%%

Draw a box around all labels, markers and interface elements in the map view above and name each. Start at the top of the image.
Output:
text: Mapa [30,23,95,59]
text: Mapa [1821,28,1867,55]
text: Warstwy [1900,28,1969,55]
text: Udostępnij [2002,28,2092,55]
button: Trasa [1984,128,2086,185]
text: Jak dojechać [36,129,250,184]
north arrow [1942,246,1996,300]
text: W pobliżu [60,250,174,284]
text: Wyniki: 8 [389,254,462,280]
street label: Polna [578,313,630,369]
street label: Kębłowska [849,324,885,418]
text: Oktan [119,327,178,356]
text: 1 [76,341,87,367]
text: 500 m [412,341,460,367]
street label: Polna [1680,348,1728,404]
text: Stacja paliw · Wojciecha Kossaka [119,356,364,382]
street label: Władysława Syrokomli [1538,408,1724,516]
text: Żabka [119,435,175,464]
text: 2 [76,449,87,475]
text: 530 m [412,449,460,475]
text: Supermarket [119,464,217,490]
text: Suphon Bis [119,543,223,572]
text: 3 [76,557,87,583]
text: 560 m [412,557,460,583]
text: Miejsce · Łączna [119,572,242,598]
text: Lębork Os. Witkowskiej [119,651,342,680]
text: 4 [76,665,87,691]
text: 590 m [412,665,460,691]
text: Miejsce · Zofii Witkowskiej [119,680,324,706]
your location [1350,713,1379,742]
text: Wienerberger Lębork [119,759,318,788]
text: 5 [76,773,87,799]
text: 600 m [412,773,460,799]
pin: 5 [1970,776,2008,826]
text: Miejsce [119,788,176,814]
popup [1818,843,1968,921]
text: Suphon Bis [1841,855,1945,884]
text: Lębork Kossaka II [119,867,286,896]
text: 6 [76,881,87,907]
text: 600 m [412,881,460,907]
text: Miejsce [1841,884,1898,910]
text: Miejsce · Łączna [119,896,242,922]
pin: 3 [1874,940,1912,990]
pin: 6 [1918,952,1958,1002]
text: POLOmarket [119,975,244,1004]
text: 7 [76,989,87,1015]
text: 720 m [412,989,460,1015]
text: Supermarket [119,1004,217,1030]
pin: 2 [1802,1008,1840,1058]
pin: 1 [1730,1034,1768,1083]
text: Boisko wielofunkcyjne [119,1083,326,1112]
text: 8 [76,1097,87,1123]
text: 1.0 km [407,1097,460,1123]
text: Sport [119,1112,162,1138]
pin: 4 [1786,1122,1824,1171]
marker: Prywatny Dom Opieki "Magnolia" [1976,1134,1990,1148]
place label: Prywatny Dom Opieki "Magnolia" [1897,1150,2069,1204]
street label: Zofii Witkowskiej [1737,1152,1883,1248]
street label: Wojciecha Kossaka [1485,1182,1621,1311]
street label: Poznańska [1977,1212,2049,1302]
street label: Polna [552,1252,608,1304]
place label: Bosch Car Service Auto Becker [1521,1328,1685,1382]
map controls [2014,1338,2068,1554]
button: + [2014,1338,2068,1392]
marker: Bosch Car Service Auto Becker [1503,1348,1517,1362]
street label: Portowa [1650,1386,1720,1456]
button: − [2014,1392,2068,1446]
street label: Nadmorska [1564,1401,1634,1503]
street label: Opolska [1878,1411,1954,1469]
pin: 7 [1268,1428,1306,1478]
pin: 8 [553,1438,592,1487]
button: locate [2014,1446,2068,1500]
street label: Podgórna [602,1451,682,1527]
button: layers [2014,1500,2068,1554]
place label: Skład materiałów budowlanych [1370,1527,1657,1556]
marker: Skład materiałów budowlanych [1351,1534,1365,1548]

%%

* Your instructions
Find the string "Witkowskiej" in the data. Report each line it appears in.

* Completed exercise
text: Lębork Os. Witkowskiej [119,651,342,680]
text: Miejsce · Zofii Witkowskiej [119,680,324,706]
street label: Zofii Witkowskiej [1737,1152,1883,1248]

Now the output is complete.